Realidade se impondo
O mês seguinte foi o pior para o comércio em 20 anos, com o fechamento de quase 10 milhões de postos de trabalho no trimestre que se encerrou em abril. Mesmo assim, o “posto Ipiranga” garantia que a retomada seria tão vertiginosa quanto a queda.
Caravana aloprada
Em maio, Guedes integrou uma comitiva de empresários aloprados que, sob a liderança de Jair Bolsonaro, caminharam até o STF buscando a reabertura econômica. Com o Ministério revisando a estimativa para uma queda de 4,7% do PIB em 2020, Guedes passou a alertar que a economia entraria em colapso.
Continua o mesmo
Há quatro dias, com as tristes marcas de 50 mil mortes e um milhão de casos de covid-19 superadas, Guedes ainda insistia que “o Brasil vai surpreender o mundo“. No dia seguinte, a FGV projetou para o segundo trimestre a maior retração em 40 anos, com a recuperação em uma lentidão igualmente recorde.
Quase nada
É verdade que Guedes havia antecipado para abril o pagamento de metade do décimo-terceiro dos aposentados. E que montou uma “operação tartaruga” na Receita Federal para dificultar a exportação de ventiladores pulmonares (o que é eticamente questionável). Mas, ainda em março, Rodrigo Maia reclamava que o “Plano Guedes” tinha “quase nada” contra o novo coronavírus. Passados três meses, de R$ 398 bilhões que o governo Bolsonaro liberou, medidas econômicas consumiram 86%, com a Saúde recebendo apenas 13% da fortuna.
Privada
Orgulhoso da fama de liberal, Guedes queria que mesmo a recuperação da maior crise sanitária em um século viesse de uma iniciativa privada que não há de sair inteira da pandemia. Assim, rompeu com Rogério Marinho, que entendia a necessidade de Estado socorrer o país. Mansueto Almeida, que defendia o aumento do investimento público desde quando o governo Bolsonaro ignorava o “pibinho” (celebrando ridiculamente o que chamava de “pib privado“), já anunciou que voltará para a iniciativa privada.
Mundo dá voltas
Ironicamente, o próprio Guedes chegou a junho concordando que a economia só não colapsou porque o governo, que havia proposto inicialmente um auxílio emergencial de R$ 200, distribuiu por três meses um socorro de R$ 600 aos brasileiros mais pobres.
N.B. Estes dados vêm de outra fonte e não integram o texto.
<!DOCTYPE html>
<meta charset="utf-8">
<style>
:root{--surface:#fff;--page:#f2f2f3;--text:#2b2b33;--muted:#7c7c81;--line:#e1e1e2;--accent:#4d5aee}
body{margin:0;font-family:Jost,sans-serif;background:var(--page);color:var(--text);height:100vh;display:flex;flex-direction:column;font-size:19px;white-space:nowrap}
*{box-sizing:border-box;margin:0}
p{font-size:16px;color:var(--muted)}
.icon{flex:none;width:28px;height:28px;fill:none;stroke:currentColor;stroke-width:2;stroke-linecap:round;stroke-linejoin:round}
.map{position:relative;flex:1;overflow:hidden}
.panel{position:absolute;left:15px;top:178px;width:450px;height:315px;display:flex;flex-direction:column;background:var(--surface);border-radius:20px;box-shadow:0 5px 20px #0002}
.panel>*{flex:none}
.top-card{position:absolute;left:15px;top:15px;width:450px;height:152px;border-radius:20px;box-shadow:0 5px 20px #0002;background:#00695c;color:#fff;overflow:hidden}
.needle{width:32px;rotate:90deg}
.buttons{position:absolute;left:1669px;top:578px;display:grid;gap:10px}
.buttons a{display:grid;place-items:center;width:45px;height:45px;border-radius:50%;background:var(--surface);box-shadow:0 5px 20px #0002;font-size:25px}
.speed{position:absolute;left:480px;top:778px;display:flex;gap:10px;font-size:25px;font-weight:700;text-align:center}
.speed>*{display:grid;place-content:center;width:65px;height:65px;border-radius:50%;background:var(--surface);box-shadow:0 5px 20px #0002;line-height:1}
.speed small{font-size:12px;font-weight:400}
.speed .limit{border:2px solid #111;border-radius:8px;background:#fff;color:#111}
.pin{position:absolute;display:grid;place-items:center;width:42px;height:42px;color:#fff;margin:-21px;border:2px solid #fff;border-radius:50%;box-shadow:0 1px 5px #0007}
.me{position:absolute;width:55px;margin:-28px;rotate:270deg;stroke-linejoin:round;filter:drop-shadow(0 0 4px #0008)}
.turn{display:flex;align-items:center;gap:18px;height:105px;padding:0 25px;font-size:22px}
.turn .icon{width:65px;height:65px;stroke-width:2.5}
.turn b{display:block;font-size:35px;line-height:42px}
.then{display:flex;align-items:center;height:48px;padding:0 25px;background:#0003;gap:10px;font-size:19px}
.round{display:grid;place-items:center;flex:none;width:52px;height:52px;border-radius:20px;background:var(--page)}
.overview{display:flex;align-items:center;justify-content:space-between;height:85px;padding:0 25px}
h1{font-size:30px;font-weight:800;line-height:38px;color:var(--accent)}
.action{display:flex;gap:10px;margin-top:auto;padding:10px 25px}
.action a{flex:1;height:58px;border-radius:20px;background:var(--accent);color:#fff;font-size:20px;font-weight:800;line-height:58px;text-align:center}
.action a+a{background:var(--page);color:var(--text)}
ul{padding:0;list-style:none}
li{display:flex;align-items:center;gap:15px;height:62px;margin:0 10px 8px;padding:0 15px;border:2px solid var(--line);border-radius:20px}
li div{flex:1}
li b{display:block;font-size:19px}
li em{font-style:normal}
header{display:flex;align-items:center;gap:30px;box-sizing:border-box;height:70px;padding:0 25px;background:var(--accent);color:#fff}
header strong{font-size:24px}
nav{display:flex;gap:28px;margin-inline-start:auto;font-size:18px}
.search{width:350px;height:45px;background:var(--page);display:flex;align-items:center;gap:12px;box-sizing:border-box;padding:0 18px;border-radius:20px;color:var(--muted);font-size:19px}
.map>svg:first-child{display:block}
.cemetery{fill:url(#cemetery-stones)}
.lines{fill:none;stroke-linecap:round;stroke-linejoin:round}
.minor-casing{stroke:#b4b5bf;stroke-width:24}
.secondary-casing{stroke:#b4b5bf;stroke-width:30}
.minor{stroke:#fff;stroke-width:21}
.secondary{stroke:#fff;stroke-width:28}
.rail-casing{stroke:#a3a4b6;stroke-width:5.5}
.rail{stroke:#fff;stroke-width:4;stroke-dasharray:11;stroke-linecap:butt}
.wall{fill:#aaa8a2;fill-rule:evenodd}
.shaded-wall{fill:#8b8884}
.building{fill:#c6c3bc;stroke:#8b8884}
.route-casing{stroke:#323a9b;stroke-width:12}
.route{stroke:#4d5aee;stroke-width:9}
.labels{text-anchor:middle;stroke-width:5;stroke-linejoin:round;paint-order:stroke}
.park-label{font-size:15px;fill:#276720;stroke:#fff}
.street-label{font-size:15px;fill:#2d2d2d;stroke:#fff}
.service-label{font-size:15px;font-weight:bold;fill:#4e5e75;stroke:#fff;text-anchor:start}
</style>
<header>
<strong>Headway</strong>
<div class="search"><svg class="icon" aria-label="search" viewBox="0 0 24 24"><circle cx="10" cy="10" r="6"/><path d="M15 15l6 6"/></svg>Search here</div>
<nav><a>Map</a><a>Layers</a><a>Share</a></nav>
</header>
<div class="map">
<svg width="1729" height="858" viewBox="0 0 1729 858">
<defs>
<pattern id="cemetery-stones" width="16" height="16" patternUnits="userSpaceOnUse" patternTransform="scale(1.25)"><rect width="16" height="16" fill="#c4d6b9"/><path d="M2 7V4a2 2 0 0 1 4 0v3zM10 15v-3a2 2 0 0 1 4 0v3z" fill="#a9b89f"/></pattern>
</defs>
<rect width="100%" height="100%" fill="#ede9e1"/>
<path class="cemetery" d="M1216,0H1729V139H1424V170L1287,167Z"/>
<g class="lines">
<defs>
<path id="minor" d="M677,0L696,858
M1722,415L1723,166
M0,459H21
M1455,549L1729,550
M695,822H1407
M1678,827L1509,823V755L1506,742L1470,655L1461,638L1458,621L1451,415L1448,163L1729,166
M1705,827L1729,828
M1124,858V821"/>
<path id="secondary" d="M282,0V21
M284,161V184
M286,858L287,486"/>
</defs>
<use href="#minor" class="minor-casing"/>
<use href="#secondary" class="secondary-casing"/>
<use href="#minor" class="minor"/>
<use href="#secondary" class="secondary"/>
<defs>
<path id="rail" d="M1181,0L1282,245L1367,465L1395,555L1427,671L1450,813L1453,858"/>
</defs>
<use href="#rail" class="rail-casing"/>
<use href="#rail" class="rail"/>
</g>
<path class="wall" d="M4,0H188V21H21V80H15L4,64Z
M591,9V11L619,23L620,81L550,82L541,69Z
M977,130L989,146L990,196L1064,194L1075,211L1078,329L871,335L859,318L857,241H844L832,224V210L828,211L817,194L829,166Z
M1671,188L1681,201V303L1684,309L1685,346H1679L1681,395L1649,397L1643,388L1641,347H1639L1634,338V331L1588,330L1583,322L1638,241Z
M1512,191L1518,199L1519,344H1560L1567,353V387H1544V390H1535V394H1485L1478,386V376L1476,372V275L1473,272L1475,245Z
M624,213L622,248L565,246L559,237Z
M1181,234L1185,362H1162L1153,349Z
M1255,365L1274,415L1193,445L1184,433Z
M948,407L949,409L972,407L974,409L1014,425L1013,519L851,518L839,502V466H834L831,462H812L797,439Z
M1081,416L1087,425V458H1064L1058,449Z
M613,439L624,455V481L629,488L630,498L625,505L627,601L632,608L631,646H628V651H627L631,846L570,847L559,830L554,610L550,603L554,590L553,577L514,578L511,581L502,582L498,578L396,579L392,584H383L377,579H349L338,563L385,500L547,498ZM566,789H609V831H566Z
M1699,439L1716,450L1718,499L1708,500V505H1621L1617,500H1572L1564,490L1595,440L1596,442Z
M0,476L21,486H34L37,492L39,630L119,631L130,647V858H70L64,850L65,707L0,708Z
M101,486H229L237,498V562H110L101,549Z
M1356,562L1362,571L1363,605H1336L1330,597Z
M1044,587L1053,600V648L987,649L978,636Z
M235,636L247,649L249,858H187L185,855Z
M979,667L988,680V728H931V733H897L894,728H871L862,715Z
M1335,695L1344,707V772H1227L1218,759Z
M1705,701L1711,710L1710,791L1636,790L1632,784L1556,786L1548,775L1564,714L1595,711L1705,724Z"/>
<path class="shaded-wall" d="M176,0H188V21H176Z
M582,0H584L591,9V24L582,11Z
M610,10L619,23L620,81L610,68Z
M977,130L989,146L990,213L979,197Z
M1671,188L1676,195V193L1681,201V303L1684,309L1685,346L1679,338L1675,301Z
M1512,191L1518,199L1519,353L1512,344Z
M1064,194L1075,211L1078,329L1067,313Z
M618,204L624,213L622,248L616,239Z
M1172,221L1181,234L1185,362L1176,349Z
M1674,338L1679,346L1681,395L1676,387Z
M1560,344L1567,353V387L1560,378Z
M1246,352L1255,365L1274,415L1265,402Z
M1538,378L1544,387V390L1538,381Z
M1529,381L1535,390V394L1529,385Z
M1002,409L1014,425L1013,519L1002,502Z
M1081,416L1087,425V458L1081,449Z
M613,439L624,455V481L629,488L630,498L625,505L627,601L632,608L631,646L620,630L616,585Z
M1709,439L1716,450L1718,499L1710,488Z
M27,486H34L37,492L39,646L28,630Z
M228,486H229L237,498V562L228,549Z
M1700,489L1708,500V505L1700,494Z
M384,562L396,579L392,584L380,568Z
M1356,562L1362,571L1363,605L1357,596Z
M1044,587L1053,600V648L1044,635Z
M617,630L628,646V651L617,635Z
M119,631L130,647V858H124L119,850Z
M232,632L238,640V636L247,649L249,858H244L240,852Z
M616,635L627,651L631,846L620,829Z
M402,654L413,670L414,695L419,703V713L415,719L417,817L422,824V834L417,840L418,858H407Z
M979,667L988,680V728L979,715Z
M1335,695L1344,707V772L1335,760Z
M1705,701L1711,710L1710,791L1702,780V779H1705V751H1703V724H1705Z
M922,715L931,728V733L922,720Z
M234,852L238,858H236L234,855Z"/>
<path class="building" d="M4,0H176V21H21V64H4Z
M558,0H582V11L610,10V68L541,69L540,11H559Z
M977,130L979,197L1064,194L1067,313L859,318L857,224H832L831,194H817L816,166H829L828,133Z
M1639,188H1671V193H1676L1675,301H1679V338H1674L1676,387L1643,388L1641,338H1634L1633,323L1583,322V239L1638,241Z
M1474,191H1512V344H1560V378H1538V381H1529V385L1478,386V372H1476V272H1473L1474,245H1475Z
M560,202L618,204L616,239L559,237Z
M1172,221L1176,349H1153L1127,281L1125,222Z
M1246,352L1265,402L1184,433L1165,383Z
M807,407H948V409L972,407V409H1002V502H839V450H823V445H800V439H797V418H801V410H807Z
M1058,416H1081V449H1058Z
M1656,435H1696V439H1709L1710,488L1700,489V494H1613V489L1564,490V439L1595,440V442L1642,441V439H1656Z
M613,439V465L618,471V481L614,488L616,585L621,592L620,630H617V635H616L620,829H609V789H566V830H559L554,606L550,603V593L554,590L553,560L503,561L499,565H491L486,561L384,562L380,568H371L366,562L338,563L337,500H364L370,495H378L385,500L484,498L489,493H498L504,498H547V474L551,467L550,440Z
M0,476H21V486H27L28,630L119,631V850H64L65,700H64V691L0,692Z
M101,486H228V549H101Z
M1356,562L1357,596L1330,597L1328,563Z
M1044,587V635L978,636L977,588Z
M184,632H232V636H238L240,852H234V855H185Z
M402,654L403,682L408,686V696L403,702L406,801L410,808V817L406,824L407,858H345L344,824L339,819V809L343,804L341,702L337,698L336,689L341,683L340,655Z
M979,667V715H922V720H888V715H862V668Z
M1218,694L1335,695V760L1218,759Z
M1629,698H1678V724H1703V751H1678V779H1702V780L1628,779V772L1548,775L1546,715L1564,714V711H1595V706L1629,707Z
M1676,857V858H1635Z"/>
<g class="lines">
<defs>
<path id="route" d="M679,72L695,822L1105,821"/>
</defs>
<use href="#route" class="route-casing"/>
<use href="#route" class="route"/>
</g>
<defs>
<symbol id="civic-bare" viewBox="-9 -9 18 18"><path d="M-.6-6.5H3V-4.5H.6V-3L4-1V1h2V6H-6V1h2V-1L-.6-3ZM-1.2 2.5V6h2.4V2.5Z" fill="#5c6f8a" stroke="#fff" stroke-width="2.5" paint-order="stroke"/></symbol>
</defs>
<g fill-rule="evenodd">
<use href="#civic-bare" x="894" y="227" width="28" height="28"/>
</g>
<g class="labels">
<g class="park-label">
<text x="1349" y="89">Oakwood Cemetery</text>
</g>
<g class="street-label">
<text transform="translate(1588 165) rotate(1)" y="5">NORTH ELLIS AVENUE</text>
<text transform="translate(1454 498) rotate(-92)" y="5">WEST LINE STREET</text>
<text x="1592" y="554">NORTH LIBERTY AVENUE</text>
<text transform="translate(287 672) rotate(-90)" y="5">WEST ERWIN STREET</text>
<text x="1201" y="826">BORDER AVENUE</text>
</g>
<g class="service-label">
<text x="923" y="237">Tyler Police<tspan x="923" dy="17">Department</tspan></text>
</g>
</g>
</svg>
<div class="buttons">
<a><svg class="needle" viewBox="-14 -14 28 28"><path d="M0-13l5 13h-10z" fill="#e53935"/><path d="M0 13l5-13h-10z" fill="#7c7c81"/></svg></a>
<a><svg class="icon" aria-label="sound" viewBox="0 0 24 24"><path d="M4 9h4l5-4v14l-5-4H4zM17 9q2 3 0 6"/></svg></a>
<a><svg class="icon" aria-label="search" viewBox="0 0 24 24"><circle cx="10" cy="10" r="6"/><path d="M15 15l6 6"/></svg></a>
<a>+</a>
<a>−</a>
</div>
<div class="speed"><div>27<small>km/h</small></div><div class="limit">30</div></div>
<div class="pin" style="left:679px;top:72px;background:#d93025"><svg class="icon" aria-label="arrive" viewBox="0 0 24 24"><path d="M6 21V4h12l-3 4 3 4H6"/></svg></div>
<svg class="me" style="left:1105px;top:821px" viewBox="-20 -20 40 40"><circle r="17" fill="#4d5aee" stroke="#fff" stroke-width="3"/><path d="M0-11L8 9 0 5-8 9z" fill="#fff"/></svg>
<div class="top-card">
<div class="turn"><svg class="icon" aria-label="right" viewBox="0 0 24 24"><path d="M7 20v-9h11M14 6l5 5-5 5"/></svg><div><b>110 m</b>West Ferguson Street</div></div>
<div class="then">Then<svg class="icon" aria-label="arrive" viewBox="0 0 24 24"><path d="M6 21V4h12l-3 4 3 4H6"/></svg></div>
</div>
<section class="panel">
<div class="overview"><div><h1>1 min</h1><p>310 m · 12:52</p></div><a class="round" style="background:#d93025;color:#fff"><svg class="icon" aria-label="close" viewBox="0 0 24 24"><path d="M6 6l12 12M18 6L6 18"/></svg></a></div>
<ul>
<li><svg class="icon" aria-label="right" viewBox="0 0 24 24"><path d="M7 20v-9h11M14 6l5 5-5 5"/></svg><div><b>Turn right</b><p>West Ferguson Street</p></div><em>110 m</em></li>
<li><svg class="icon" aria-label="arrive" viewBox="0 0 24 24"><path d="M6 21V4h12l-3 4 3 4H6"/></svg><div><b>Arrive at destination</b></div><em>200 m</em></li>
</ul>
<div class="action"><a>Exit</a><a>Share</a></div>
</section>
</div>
Agora, em vez simplesmente dar continuidade ao projeto, o ministro tenta transformar o Bolsa Família em Renda Brasil, que é uma forma de fazer publicidade do próprio governo em cima de um programa que faz sucesso há 17 anos.
Morrendo na praia
Por muito tempo, liberal (ou “neoliberal”) era usado como xingamento nas mesas que discutiam política no Brasil. Demandou muito esforço para que, em 2018, a corrida presidencial tivesse vários candidatos querendo o adjetivo para si. Incluindo o vencedor da disputa. Contudo, não foi necessário nem um ano e meio de mandato para que o espantalho que faziam do liberalismo evoluísse de falácia para alerta. Para tanto, bastou apenas que a agenda liberal caísse em mãos erradas.
Fontes
Esse texto só pôde ser escrito graças ao trabalho de uma imprensa profissional que apurou as informações referenciadas mais acima, e que aqui embaixo é reverenciada: CNN Brasil, Correio Braziliense, Época, Estadão, Estado de Minas, Exame, Folha de S.Paulo, G1, Globo Esporte, InfoMoney, IstoÉ, O Antagonista, O Globo, Poder 360, Terra, UOL, Valor Econômico e Veja.
Não existe país decente sem imprensa livre.